20Ms. Lan also argues that it is also unclear whether the attempted alternative service of a statement of claim to the Council Ring Road address was attempted service of the claim before me, or whether it was attempted service of the prior claim which has been discontinued. As referenced earlier, the plaintiffs brought a prior claim against Yuan Lan, with Court File No. CV-24-00087899-0000. That Claim has since been discontinued.
21In their responding record on the within motion, when addressing the issue of service of the Statement of Claim, the plaintiffs provide the affidavit of Roger DiStefano. That affidavit attaches an unissued copy of the discontinued claim CV-24-00087899-0000, and no copy of the within claim.

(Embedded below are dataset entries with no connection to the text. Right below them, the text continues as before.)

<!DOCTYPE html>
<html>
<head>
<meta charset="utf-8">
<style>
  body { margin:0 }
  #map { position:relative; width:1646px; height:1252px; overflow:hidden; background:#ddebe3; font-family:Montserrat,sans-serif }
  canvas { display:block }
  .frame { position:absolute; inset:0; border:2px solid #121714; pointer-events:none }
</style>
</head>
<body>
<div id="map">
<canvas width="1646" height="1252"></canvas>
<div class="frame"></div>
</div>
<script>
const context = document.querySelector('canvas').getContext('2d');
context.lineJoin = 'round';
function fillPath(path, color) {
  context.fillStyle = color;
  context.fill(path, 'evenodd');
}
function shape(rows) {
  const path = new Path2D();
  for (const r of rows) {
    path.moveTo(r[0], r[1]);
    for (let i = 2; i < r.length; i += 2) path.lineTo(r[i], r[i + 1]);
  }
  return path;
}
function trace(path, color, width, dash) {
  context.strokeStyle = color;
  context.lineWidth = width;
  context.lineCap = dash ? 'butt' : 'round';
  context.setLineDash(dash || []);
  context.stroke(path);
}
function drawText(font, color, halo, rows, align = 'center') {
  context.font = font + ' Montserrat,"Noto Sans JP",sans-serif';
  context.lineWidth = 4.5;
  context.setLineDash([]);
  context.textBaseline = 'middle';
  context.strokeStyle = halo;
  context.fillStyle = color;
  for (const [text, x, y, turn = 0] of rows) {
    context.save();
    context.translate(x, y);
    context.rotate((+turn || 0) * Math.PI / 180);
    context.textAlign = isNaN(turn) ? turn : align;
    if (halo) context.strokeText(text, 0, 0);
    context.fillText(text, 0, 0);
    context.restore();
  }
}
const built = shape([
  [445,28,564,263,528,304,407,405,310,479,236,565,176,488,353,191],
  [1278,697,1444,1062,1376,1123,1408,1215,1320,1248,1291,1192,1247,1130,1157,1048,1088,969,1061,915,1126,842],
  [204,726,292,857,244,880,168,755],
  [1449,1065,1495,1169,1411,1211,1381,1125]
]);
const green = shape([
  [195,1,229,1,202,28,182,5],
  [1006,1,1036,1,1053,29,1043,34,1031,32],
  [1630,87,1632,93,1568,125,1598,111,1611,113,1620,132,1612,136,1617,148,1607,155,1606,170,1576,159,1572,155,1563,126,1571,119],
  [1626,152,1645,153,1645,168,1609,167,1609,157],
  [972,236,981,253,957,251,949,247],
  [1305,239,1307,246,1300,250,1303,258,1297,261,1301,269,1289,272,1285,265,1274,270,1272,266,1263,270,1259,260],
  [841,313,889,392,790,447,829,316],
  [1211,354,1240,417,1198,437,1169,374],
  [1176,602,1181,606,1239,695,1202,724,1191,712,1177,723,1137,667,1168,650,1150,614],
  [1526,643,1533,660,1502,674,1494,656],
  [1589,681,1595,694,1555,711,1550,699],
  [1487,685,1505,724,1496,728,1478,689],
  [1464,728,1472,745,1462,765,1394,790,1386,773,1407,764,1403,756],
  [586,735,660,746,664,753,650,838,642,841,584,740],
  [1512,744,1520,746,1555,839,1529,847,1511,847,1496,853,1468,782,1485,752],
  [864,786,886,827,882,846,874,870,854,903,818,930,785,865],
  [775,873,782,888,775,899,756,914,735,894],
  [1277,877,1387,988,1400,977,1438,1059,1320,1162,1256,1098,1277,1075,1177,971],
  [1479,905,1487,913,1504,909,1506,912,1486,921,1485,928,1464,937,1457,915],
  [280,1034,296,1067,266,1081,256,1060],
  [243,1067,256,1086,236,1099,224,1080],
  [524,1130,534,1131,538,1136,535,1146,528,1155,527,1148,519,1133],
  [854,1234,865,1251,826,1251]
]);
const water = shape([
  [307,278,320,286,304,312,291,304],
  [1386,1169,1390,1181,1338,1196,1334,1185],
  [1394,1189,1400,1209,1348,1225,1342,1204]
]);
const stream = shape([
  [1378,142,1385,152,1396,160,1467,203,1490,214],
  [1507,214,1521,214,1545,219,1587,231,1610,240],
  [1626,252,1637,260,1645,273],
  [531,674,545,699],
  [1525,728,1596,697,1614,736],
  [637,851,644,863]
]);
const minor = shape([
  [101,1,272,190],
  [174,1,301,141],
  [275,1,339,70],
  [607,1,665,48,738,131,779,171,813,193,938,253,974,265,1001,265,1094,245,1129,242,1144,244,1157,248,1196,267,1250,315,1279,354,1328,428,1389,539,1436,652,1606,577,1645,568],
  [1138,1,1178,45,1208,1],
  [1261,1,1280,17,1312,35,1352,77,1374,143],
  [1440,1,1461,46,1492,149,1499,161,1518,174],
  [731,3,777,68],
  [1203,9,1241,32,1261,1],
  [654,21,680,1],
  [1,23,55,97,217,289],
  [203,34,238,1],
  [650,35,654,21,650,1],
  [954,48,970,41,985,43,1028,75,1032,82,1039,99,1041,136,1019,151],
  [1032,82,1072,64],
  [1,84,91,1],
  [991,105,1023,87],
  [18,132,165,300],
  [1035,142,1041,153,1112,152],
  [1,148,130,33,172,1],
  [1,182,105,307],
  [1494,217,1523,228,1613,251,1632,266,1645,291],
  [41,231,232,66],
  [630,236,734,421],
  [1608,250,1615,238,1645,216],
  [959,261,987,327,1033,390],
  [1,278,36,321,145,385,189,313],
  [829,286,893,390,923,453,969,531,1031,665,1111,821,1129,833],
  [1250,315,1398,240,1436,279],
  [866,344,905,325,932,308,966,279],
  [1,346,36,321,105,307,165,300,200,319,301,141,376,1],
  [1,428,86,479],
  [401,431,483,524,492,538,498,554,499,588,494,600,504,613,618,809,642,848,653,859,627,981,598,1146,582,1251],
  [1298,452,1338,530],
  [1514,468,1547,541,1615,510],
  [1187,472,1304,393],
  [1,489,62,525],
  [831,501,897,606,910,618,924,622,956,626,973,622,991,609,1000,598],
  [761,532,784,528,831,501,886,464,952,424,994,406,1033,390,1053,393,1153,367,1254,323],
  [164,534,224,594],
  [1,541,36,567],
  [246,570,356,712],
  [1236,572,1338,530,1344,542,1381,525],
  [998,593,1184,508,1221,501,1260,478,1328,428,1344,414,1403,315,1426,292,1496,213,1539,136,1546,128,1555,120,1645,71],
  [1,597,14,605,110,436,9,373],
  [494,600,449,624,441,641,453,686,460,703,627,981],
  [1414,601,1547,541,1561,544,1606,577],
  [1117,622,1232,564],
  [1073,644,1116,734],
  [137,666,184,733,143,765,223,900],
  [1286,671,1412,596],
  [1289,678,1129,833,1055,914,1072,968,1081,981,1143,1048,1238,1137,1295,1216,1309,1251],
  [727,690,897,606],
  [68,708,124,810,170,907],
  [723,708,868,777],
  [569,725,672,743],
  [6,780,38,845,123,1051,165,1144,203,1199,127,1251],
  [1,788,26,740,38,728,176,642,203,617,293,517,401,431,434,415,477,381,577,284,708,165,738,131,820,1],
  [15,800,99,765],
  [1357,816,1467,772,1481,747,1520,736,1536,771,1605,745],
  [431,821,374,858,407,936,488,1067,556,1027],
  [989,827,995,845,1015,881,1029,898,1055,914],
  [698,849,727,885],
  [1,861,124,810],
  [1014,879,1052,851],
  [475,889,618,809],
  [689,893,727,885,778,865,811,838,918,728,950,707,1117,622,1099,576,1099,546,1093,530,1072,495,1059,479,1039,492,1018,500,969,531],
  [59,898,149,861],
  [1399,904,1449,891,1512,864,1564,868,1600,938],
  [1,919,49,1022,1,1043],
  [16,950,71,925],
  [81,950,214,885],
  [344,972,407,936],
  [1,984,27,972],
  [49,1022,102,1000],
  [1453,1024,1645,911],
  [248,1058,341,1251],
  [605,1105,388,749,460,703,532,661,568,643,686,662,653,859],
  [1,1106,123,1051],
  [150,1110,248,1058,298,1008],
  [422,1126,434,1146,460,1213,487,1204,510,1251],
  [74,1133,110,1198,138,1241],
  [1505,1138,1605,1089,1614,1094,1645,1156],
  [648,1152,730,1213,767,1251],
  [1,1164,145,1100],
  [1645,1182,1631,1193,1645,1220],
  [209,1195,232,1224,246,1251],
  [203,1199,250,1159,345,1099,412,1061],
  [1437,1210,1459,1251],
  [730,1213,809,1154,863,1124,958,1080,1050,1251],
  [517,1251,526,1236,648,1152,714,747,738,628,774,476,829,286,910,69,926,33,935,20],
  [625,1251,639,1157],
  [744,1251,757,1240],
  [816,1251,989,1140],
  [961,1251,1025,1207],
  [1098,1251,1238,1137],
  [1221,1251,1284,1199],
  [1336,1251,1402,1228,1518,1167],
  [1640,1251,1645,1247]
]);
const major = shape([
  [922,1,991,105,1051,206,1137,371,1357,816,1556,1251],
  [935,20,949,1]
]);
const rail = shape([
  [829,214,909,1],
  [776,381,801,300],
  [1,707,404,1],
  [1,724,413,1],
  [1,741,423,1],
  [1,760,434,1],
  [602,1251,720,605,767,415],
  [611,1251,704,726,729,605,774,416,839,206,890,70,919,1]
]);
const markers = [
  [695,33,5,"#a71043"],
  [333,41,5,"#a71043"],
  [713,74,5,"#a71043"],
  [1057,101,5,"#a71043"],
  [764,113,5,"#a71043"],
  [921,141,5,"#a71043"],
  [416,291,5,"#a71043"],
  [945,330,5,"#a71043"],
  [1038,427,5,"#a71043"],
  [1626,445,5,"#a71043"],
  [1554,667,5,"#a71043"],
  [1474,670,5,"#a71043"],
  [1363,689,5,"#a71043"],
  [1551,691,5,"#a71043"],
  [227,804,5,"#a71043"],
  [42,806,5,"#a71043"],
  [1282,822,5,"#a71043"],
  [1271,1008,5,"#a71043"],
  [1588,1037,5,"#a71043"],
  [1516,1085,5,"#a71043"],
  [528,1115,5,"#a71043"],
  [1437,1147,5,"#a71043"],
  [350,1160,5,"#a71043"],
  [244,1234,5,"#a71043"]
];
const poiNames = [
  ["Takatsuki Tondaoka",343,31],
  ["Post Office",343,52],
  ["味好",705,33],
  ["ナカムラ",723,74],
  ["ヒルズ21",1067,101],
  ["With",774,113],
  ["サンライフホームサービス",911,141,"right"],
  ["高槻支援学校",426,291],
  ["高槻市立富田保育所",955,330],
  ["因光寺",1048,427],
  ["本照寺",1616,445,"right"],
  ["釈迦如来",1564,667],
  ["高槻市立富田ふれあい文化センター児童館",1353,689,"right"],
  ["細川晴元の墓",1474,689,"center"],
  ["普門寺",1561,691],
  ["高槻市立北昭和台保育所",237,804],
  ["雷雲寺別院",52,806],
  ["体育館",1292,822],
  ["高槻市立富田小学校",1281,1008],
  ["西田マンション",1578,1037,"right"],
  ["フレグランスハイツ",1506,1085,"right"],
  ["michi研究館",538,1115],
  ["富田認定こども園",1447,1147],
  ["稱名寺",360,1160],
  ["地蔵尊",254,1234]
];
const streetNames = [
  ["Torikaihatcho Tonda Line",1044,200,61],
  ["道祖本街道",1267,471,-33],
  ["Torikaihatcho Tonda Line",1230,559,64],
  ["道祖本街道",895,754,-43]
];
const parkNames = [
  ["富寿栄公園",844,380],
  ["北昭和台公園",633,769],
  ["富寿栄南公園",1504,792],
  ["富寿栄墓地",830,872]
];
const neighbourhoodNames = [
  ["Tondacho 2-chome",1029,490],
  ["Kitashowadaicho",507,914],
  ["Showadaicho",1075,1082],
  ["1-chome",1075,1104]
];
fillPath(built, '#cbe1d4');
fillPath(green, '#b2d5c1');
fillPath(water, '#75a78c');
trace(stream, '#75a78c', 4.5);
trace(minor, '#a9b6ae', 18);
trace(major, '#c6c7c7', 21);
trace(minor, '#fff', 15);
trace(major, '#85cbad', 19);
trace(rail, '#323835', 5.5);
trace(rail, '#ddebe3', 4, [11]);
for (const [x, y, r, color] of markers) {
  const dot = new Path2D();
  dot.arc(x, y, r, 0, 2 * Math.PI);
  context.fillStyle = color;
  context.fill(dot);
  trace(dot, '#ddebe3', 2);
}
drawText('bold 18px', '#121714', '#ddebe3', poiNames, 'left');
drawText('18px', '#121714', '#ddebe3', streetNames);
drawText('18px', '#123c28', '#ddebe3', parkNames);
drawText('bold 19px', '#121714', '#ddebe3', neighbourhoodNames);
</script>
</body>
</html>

22The evidence in relation to attempted service of a Statement of Claim concerning, and, without further evidence and process, I have two directly conflicting pieces of evidence: the affidavit evidence of Ms. Lan that she did not received the Statement of Claim and that she has not resided at the Council Ring property since 2023, against the conflicting evidence of the plaintiffs as to who was actually present at Council Ring Road, and the potential confusion as to which Statement of Claim was served on them.
23The conflicting evidence cannot be reconciled. On a balance of probabilities, I find that service of the Statement of Claim was not in compliance with Rule 16.03(5), and Ms. Lan is entitled to have the default judgment set aside under Rule 19.08 without demonstrating anything else.
24Further, Ms. Lan argues that she meets all three factors from Mountain View Farms and is entitled to have the judgment set aside on that basis as well. Ms. Lan’s evidence is that she tried to inform herself as to what was occurring with the property at 831 Beach boulevard when she first realized that there was a problem, in November of 2024, before issuance of the within claim.
25Ms. Lan indicates that, on about November 1, 2024, her tenants stopped paying rent, so she attended 831 Beach Boulevard to make inquiry. She learned from a neighbour that the property was being foreclosed on and also learned that the plaintiffs were collecting rent from her tenants. Ms. Lan attended at the office of now former counsel for the plaintiffs in November 2024, seeking information and explanation. Counsel Mr. Tucci provided her with 2 statements of claim. Neither of those is the claim before this court, which had not yet been issued. Ms. Lan was a named party in one of the claims CV-24-0087899, referenced earlier in these reasons, which claim has been discontinued.
26The within claim was issued on February 24, 2025.
27The Plaintiffs obtained the Default Judgement on April 3, 2025.
28Ms. Lan’s evidence is that she did not become aware of the default judgment until she found Notice of Vacant Possession posted on the 831 Beach Property, dated June 23, 2025.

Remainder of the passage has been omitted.